I can see in the source code that if Python Engine is not provided, it will default to one using OpenAI.

from action_engine.py:

    def __init__(
        self,
        driver: BaseDriver,
        navigation_engine: BaseEngine = None,
        python_engine: BaseEngine = None,
        navigation_control: BaseEngine = None,
        llm: BaseLLM = None,
        embedding: BaseEmbedding = None,
        retriever: BaseHtmlRetriever = None,
        prompt_template: PromptTemplate = NAVIGATION_ENGINE_PROMPT_TEMPLATE.prompt_template,
        extractor: BaseExtractor = DynamicExtractor(),
        time_between_actions: float = 1.5,
        n_attempts: int = 5,
        logger: AgentLogger = None,
    ):
        if llm is None:
            llm = get_default_context().llm

        if embedding is None:
            embedding = get_default_context().embedding

        self.driver = driver

        if retriever is None:
            retriever = get_default_retriever(driver, embedding=embedding)

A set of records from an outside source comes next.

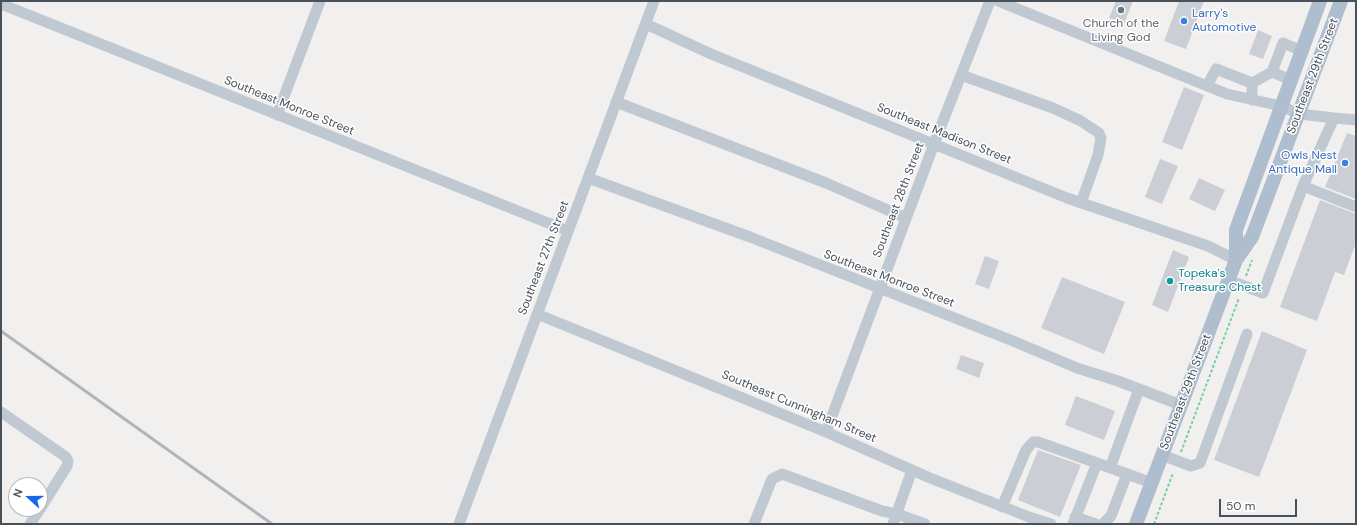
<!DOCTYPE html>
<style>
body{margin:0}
#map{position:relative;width:1357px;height:525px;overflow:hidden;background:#f2f0ef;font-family:"DM Sans",sans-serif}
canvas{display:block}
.frame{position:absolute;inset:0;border:2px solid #47525d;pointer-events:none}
.north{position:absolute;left:8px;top:477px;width:40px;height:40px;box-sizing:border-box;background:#fff;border:1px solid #b5babe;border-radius:50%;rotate:291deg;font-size:11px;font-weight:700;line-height:16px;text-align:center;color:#47525d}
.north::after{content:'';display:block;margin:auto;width:14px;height:18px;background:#1669e6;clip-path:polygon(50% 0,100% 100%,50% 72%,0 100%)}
.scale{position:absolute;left:1219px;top:499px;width:78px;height:18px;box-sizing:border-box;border:2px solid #47525d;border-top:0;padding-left:5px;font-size:12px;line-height:14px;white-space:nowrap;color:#47525d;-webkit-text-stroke:3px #fff;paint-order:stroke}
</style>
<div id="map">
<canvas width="1357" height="525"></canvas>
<div class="frame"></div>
<div class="north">N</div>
<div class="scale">50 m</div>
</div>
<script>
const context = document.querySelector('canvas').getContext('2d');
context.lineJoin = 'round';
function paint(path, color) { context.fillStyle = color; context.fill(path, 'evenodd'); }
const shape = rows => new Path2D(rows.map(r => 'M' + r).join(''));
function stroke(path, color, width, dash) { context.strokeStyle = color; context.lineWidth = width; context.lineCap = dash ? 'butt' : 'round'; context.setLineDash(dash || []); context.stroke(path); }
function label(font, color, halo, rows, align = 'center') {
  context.font = font + ' "DM Sans",sans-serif'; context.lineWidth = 3; context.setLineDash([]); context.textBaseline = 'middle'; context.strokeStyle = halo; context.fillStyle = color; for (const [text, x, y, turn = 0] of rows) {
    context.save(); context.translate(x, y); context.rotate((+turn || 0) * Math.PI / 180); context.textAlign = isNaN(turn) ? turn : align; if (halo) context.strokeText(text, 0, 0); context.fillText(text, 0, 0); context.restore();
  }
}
paint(shape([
 [1116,1,1133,1,1124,24,1109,18],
 [1179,1,1204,1,1186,49,1164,41],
 [1258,30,1272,36,1263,59,1249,54],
 [1184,87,1204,95,1182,150,1162,142],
 [1347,133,1356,136,1356,199,1325,187],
 [1160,159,1178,166,1162,204,1145,197],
 [1199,178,1225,190,1215,211,1189,199],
 [1320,200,1356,214,1356,243,1344,275,1335,272,1317,321,1280,307],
 [1173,250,1189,257,1168,312,1152,305],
 [985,256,999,261,989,289,975,284],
 [1062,277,1125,302,1104,354,1041,328],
 [1262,331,1307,350,1259,477,1214,460],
 [961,355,984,363,979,378,956,369],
 [1076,396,1115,411,1104,440,1065,425],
 [1038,450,1081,465,1060,517,1018,500]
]), '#cbced5');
stroke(shape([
 [1246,276,1252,260],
 [1181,452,1239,298],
 [1154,524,1173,473]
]), '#75cfa6', 2, [3, 2]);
stroke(shape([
 [998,1,1227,94,1281,106,1299,114,1334,118,1303,186,1356,207],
 [1,4,568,231],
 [646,24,711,54,1067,198,1208,246,1236,260],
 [1272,72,1283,43,1302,51],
 [961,75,1053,108,1081,121,1099,133,1101,138,1098,155,1081,203],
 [1252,83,1272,72,1291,80],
 [1207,86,1216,69,1252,83,1252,100],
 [616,102,826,183,906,218],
 [277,115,320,1],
 [1334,118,1356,120],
 [588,178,750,237,1013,341,1077,368,1118,381,1181,405],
 [1228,280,1263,293,1303,186],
 [537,314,826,432,930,478,1029,517,1051,524],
 [1,412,66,457,68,461,67,466,40,509],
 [826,432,934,144,990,1],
 [1162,455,1191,466,1200,463,1247,334],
 [1110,468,1139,389],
 [1002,507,1026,450,1033,442,1038,442,1097,463],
 [1075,517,1096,524],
 [30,524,40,509],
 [459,524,654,1],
 [754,524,772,479,782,474,882,511,897,514,925,524],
 [893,524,912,470],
 [1073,524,1097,463,1152,483],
 [1103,524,1111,516,1127,474]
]), '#c0c9d2', 11);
stroke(shape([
 [1236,260,1236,230,1320,1],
 [1136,524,1236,260,1252,237,1341,1]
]), '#afbecf', 14);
stroke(shape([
 [1,331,272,524]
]), '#b2b4ba', 3);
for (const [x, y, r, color] of [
 [1121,10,4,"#6b7280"],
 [1184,21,4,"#3f7fe0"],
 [1345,163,4,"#3f7fe0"],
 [1170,281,4,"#0f9aa8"]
]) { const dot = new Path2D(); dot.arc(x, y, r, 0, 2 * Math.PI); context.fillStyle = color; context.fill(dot); stroke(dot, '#fff', 1.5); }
label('12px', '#366cbe', '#fff', [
 ["Larry's",1192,14],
 ["Automotive",1192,28],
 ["Owls Nest",1337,156,"right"],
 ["Antique Mall",1337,170,"right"]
], 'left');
label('12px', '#5b616d', '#fff', [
 ["Church of the",1121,24],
 ["Living God",1121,38]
]);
label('12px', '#47525d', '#fff', [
 ["Southeast 29th Street",1313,76,-69],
 ["Southeast Monroe Street",289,106,22],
 ["Southeast Madison Street",944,134,22],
 ["Southeast 28th Street",899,200,-69],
 ["Southeast 27th Street",544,258,-69],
 ["Southeast Monroe Street",889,279,21],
 ["Southeast 29th Street",1186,392,-69],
 ["Southeast Cunningham Street",799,407,23]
]);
label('12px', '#0d838f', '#fff', [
 ["Topeka's",1178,274],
 ["Treasure Chest",1178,288]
], 'left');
</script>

        if navigation_engine is None:
            navigation_engine = NavigationEngine(
                driver=driver,
                llm=llm,
                retriever=retriever,
                prompt_template=prompt_template,
                extractor=extractor,
                time_between_actions=time_between_actions,
                n_attempts=n_attempts,
                logger=logger,
                embedding=embedding,
            )
        if python_engine is None:
            python_engine = PythonEngine(driver, llm, embedding)

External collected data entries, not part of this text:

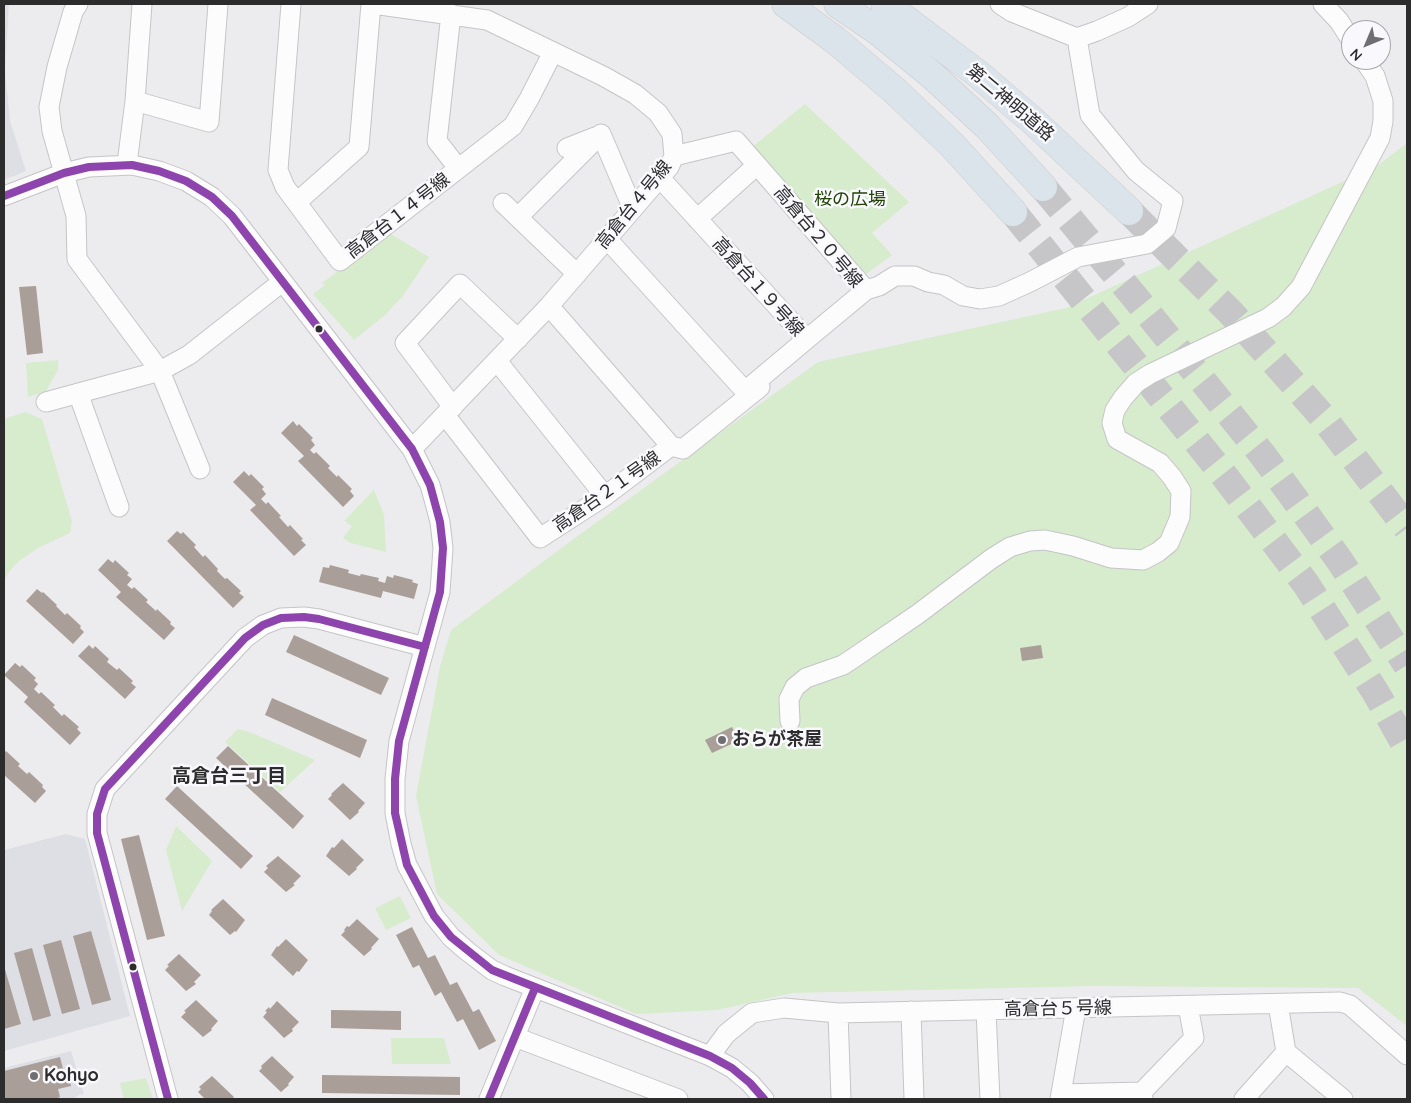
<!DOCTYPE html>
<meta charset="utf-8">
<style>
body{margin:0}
#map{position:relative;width:1411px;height:1103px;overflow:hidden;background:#ececef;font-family:Quicksand,sans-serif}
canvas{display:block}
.frame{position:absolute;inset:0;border:5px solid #2c2c2d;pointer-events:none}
.north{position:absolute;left:1341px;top:20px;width:50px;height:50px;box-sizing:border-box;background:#f8f8fd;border:1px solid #a6a6aa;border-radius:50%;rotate:225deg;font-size:14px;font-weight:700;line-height:20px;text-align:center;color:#2c2c2d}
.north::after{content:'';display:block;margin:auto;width:18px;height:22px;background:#6f6f71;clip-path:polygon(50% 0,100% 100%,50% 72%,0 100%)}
</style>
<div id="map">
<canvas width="1411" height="1103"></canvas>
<div class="frame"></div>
<div class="north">N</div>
</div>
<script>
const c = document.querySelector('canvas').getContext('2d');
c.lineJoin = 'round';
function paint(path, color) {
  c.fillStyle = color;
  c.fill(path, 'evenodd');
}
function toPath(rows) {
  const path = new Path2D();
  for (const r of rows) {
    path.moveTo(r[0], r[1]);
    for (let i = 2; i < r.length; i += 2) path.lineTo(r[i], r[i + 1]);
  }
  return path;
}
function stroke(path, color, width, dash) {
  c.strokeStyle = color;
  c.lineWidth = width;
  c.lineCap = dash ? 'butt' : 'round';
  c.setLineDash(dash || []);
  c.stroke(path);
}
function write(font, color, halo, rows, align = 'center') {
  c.font = font + ' Quicksand,"Noto Sans JP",sans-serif';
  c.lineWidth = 5;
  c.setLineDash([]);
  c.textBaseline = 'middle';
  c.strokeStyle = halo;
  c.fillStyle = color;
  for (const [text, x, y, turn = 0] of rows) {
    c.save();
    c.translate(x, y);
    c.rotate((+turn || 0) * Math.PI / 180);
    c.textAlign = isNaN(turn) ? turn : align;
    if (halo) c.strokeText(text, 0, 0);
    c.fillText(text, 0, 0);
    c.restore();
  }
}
const built = toPath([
 [4,4,9,4,5,71,10,121,26,171,4,180],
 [66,834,85,839,130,1016,4,1051,4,850],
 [71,1051,84,1094,79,1095,74,1099,4,1099,4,1068]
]);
const green = toPath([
 [805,104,909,202,872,233,892,255,865,275,751,148],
 [1407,143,1407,1026,1358,988,1093,986,792,993,717,1010,636,1014,499,955,437,894,416,796,440,667,451,630,579,535,818,362,1066,308,1377,166],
 [389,233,429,257,403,296,384,316,354,340,313,294,325,285,322,283],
 [58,360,58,370,46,391,28,397,26,363],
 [25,412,42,419,72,521,70,533,38,548,19,561,8,573,4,582,4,419],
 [374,490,384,515,386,552,351,543,343,538,352,526,344,521],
 [238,729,252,733,315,760,280,792,225,742],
 [176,826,212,861,182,911,166,850],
 [400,896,411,918,386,930,375,908],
 [391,1038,444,1038,451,1064,392,1064],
 [146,1078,153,1099,124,1099,120,1083]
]);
const building = toPath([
 [36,286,43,353,27,355,19,287],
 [293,421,297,426,299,424,313,438,311,440,315,445,310,450,314,454,316,452,330,466,328,468,337,477,338,475,352,489,350,491,354,496,343,507,298,461,304,456,281,433],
 [244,471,249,476,251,474,264,487,262,489,266,494,261,499,266,504,268,502,281,516,279,517,288,527,290,525,303,539,301,540,306,545,294,556,250,510,256,505,233,482],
 [177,531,181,534,183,532,196,545,194,547,203,557,205,555,218,569,217,571,225,579,227,578,241,591,239,593,244,597,233,608,167,541],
 [108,559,113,563,115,560,129,573,127,575,132,579,127,585,132,589,134,587,148,600,146,602,156,611,157,609,171,622,170,624,175,628,164,640,116,597,121,592,98,570],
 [330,565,349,570,348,573,360,576,361,574,379,578,378,581,385,583,387,576,393,578,394,575,413,580,412,582,418,584,414,599,383,591,381,598,319,582,323,567,329,568],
 [37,589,42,593,43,592,57,605,56,606,65,615,67,613,81,626,80,628,84,632,73,644,26,601],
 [294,635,389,678,381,695,286,652],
 [89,645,93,649,95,646,109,659,107,662,117,670,119,668,133,681,131,683,136,687,125,699,78,656],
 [1041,645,1043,658,1022,661,1020,648],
 [15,663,20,667,22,665,36,678,34,680,38,684,34,689,39,694,41,692,55,705,53,707,62,716,64,714,79,727,77,729,81,733,70,745,24,702,28,697,4,675],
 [272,698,367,740,360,758,265,715],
 [732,727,738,741,712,753,705,740],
 [228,746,304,816,293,829,216,758],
 [6,751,20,764,18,766,27,774,29,772,43,785,42,787,46,791,35,803,4,775,4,753],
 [343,783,365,803,358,811,359,812,350,820,328,799,332,795,331,794],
 [177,786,253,856,241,869,165,799],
 [139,835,165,936,147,940,121,839],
 [342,839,364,860,356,868,357,869,349,876,326,856,332,847,334,848],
 [278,856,301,876,293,884,295,885,286,892,264,872,268,868,266,866],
 [223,899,245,920,236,932,235,931,230,935,209,915,212,911,211,910],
 [357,919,379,939,371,948,372,949,364,956,341,935,345,931,344,930,347,926,349,927],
 [412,927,428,958,435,955,450,985,457,982,473,1012,479,1009,496,1041,479,1050,463,1019,457,1022,441,992,435,996,419,965,413,968,396,935],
 [91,931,111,1000,92,1005,73,936],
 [286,939,308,960,299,972,297,971,293,976,271,955,277,946,278,947],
 [61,940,80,1009,62,1014,43,945],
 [32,948,51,1016,33,1021,14,953],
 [179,954,201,975,194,982,196,984,186,991,165,970,169,966,167,965],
 [4,966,21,1024,4,1029],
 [196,1000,218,1021,211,1029,212,1030,203,1037,181,1017,186,1012,184,1011],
 [277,1001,299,1022,292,1029,293,1031,284,1038,263,1017,267,1012,265,1011,269,1007,270,1009],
 [331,1010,401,1011,401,1030,331,1028],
 [272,1056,294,1077,288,1084,289,1085,281,1092,259,1071,262,1068,261,1066],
 [60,1057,66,1081,70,1080,71,1086,58,1089,60,1097,55,1099,4,1099,4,1071],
 [322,1075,460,1077,460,1095,322,1093],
 [212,1076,234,1097,232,1099,205,1099,198,1092,201,1089,199,1087]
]);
const highwayTunnel = toPath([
 [1043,187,1138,301,1262,454,1340,561,1407,665],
 [1129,211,1232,314,1322,416,1407,528],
 [1013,212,1226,478,1306,584,1376,693,1407,748]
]);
const minor = toPath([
 [78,4,73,12,57,67,49,107,52,131,76,216,77,259,160,371,200,469],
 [142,4,135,101,209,122,218,4],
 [291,4,278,170,285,187,340,261,513,126,529,99,553,52],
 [373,4,487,20,603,76,635,94,658,113,672,134,674,156,669,167,549,306,412,449],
 [1000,4,1012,12,1077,38,1097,31,1128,17,1148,4],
 [1323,4,1339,21,1351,40],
 [451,14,437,141,458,168],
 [567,148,595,137],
 [128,156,135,101],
 [674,156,736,141,757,165],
 [4,196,64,173,89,167,132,165,159,171,186,181,212,197,232,216,412,449,430,485,435,503,440,522,443,548,440,592,399,741,395,779,395,813,401,844,407,865,434,916,451,937,467,951,492,970,505,976,710,1056,732,1068,750,1083,764,1099],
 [297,202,359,147,371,4],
 [503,203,577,274],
 [518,217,601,134,633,209],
 [697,219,757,165,866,290,807,339],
 [607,239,745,391,807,339,660,178],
 [866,290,879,286,895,276,914,276,928,282,944,285,963,296,980,299,999,296,1030,282,1078,257,1147,244,1166,228,1173,201,1136,171,1090,115,1077,38],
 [497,361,605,496],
 [78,393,119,507],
 [46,402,160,371,189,355,282,282],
 [453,407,405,343,460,284,518,339],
 [445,415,540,538,605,496,671,446,549,306],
 [671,446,683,449,760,387],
 [790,721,789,699,795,687,806,678,843,665,855,657,918,614,991,559,1010,547,1030,541,1045,540,1073,546,1111,558,1143,560,1158,552,1169,543,1180,517,1181,491,1172,477,1160,463,1117,439,1112,423,1115,410,1123,398,1136,383,1150,374,1268,318,1283,307,1301,287,1380,138,1383,121,1383,101,1375,76,1364,60],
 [911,1011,914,1099],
 [986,1011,990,1099],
 [838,1013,841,1099],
 [515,1037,678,1099],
 [1286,1052,1343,1099],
 [710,1056,726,1034,752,1013,784,1008,838,1013,1340,1002,1350,1005,1407,1055],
 [1061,1094,1142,1092],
 [168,1099,97,833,97,814,105,789,245,638,263,625,281,618,304,617,319,619,425,647],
 [489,1099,535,988],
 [1060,1099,1076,1008],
 [1143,1099,1142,1092,1194,1038,1188,1006],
 [1244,1099,1286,1052,1278,1004]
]);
const highway = toPath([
 [786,4,835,40,894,90,952,145,1013,212],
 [838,4,879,32,933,76,987,126,1043,187],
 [885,4,978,74,1033,121,1129,211]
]);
const bus1 = toPath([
 [4,196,64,173,89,167,132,165,159,171,186,181,212,197,232,216,412,449,430,485,440,522,443,548,440,592,399,741,395,779,395,813,407,865,434,916,451,937,492,970,710,1056,732,1068,750,1083,764,1099],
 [168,1099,97,833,97,814,105,789,245,638,263,625,281,618,304,617,319,619,425,647],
 [489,1099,535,988]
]);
const markers = [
 [319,329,4.5,"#2c2c2d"],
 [722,740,5,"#6f6f71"],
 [133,967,4.5,"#2c2c2d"],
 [34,1076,5,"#6f6f71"]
];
const streetNames = [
 ["第二神明道路",1010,103,40],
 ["高倉台４号線",634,205,-51],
 ["高倉台１４号線",398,216,-38],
 ["高倉台２０号線",818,237,50],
 ["高倉台１９号線",758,287,48],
 ["高倉台２１号線",607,492,-35],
 ["高倉台５号線",1058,1009,-1]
];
const parkNames = [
 ["桜の広場",850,200]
];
const poiNames = [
 ["おらが茶屋",732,740],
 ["Kohyo",44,1076]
];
const neighbourhoodNames = [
 ["高倉台三丁目",229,776]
];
paint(built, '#dedee5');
paint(green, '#d7ebcd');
paint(building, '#a99e98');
stroke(highwayTunnel, '#c6c6c8', 28, [28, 14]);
stroke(minor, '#c5c5c7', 21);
stroke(highway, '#cacacb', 29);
stroke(minor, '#fcfcfd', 19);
stroke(highway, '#dbe4eb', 28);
stroke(bus1, '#8e44ad', 8);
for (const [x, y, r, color] of markers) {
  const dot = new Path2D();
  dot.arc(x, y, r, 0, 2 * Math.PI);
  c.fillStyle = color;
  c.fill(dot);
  stroke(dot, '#f8f8fd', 2);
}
write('18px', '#2c2c2d', '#f8f8fd', streetNames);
write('18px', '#214305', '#f8f8fd', parkNames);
write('bold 18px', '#2c2c2d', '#f8f8fd', poiNames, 'left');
write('bold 19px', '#2c2c2d', '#f8f8fd', neighbourhoodNames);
</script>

and then from python_engine.py:

    def __init__(
        self,
        driver: BaseDriver,
        llm: Optional[BaseLLM] = None,
        embedding: Optional[BaseEmbedding] = None,
        logger: Optional[AgentLogger] = None,
        clean_html: Callable[[str], str] = trafilatura.extract,
        ocr_mm_llm: Optional[BaseLLM] = None,
        ocr_llm: Optional[BaseLLM] = None,
        display: bool = False,
        batch_size: int = 5,
        confidence_threshold: float = 0.85,
        temp_screenshots_path="./tmp_screenshots",
        n_search_attemps=10,
    ):
        self.llm = llm or get_default_context().llm
        self.embedding = embedding or get_default_context().embedding
        self.clean_html = clean_html
        self.driver = driver
        self.logger = logger
        self.display = display
        self.ocr_mm_llm = ocr_mm_llm or OpenAIMultiModal(
            model="gpt-4o-mini", temperature=DEFAULT_TEMPERATURE
        )
        self.ocr_llm = ocr_llm or self.llm
        self.batch_size = batch_size
        self.confidence_threshold = confidence_threshold
        self.temp_screenshots_path = temp_screenshots_path
        self.n_search_attempts = n_search_attemps

I will be happy to contribute changes myself if it can be confirmed it is a bug and not a missing feature. From the code above, it seems the that the local model use case is not implemented, so it could be beyond just fixing a bug.